→ **Your task**
Filter this material down to the lines that hold "Summarize", copying each one.
#####
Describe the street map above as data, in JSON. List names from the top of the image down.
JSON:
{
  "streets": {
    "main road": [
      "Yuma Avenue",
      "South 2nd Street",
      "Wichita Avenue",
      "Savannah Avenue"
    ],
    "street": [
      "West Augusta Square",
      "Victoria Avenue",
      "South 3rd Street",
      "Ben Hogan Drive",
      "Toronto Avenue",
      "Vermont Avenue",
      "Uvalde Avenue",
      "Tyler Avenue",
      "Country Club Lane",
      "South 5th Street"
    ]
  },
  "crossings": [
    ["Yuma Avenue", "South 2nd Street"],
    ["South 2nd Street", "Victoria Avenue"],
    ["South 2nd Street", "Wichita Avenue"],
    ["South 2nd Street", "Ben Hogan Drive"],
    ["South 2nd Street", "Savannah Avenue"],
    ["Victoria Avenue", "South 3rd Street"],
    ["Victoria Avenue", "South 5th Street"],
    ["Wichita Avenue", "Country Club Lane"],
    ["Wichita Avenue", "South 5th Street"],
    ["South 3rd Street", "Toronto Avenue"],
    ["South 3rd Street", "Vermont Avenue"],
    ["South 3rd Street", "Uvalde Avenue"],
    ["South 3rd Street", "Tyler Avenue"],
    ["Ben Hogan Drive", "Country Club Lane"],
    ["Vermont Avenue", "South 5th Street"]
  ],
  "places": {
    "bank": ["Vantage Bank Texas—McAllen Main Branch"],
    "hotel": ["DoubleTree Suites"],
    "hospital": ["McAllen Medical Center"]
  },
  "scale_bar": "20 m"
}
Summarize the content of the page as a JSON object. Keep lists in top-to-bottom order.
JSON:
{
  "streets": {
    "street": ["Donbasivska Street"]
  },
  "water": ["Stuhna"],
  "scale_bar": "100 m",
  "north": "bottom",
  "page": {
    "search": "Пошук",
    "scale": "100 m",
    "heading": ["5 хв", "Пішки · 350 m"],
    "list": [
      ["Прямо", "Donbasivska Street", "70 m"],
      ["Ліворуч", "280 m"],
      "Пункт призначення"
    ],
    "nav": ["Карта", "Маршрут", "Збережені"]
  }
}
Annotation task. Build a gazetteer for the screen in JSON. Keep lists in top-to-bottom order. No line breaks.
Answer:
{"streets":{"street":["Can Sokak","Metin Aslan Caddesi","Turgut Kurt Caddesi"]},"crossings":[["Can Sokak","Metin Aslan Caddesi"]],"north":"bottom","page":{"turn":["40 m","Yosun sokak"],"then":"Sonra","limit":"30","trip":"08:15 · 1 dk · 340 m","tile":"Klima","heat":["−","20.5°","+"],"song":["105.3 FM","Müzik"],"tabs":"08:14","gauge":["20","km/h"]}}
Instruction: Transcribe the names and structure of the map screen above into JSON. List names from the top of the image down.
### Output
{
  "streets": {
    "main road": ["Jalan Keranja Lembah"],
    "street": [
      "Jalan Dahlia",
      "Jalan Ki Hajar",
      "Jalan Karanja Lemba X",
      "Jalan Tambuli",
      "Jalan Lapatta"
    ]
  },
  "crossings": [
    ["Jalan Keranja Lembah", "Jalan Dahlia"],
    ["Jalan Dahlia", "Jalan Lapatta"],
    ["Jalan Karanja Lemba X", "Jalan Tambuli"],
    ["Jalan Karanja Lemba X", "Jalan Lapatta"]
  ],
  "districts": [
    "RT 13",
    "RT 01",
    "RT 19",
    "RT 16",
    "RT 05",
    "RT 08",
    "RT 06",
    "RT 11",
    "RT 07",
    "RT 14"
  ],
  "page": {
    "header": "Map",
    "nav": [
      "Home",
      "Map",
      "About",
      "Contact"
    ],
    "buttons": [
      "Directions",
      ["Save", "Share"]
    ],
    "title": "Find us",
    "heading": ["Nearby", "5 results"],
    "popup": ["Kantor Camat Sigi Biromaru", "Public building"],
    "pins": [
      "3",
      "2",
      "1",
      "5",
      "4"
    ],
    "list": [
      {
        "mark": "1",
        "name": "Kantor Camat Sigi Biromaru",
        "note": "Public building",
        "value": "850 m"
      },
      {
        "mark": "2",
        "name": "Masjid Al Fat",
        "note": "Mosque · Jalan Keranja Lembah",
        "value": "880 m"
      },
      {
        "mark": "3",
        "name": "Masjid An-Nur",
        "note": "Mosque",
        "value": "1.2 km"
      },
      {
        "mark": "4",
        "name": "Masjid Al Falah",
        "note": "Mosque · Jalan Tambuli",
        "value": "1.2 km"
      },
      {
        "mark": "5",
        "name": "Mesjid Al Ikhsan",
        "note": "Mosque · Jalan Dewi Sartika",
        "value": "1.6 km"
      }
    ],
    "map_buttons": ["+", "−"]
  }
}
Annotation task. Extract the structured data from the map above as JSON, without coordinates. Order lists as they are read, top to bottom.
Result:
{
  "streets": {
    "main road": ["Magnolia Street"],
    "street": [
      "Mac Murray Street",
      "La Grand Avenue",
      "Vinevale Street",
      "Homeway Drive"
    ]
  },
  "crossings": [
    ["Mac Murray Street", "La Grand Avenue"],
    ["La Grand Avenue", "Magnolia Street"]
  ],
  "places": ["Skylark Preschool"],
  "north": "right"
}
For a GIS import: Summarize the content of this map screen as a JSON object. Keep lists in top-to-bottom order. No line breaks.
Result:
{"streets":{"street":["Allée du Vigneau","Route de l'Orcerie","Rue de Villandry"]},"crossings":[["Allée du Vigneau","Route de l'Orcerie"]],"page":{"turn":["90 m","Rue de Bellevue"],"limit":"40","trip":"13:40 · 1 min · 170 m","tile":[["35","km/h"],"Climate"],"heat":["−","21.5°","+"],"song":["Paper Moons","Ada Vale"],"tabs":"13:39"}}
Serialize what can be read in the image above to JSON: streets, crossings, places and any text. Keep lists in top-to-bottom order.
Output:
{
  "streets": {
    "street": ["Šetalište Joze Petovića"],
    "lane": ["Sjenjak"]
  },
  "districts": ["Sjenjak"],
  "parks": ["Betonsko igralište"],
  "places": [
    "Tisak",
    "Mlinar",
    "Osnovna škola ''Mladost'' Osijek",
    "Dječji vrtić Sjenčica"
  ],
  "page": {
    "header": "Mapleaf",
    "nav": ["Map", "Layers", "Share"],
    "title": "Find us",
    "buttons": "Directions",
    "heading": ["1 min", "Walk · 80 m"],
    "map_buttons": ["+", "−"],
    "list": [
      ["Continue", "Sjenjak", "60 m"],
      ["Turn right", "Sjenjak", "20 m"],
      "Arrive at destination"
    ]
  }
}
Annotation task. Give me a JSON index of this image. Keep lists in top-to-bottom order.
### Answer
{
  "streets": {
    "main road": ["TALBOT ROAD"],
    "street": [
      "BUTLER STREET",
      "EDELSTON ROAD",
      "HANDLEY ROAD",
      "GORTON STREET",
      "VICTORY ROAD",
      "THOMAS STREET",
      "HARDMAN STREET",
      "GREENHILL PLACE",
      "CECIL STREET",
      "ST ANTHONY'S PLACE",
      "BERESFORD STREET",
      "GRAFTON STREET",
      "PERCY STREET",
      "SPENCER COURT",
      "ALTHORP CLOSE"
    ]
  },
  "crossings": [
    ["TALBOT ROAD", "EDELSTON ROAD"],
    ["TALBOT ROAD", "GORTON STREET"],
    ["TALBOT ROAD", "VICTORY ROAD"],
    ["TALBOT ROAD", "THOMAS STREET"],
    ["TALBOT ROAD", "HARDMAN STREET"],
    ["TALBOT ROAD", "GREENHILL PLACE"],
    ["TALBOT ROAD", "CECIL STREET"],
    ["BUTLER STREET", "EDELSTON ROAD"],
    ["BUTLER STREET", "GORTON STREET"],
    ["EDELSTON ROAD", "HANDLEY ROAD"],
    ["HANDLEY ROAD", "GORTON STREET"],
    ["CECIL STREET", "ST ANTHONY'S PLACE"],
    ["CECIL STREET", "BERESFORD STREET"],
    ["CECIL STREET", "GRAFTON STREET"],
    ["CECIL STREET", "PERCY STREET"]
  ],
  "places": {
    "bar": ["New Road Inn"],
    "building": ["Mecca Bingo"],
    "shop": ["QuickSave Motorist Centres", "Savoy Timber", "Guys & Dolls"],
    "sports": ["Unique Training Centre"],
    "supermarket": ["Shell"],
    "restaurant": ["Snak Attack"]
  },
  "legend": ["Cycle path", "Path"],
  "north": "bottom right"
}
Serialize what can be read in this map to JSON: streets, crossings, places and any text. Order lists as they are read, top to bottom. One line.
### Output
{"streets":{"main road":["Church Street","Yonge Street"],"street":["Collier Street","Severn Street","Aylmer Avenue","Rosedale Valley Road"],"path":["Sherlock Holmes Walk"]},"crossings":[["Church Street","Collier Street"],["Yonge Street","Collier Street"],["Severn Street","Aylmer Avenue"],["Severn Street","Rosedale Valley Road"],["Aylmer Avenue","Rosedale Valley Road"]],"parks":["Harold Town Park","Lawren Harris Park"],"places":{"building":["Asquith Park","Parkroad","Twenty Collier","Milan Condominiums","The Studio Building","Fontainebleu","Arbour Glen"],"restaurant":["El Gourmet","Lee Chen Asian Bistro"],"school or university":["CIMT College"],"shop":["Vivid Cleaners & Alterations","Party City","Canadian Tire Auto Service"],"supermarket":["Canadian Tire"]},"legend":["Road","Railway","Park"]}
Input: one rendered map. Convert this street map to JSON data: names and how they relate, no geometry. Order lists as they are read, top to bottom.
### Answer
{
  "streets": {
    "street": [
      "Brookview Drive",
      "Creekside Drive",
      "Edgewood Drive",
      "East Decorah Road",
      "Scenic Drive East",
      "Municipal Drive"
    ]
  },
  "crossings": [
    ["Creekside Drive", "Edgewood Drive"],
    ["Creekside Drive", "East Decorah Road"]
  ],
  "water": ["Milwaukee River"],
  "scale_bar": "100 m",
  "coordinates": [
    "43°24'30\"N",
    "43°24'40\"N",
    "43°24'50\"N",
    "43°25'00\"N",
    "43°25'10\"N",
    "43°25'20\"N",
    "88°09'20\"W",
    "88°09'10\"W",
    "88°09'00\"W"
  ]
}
#####
→ **Task output**
Summarize the content of the page as a JSON object. Keep lists in top-to-bottom order.
For a GIS import: Summarize the content of this map screen as a JSON object. Keep lists in top-to-bottom order. No line breaks.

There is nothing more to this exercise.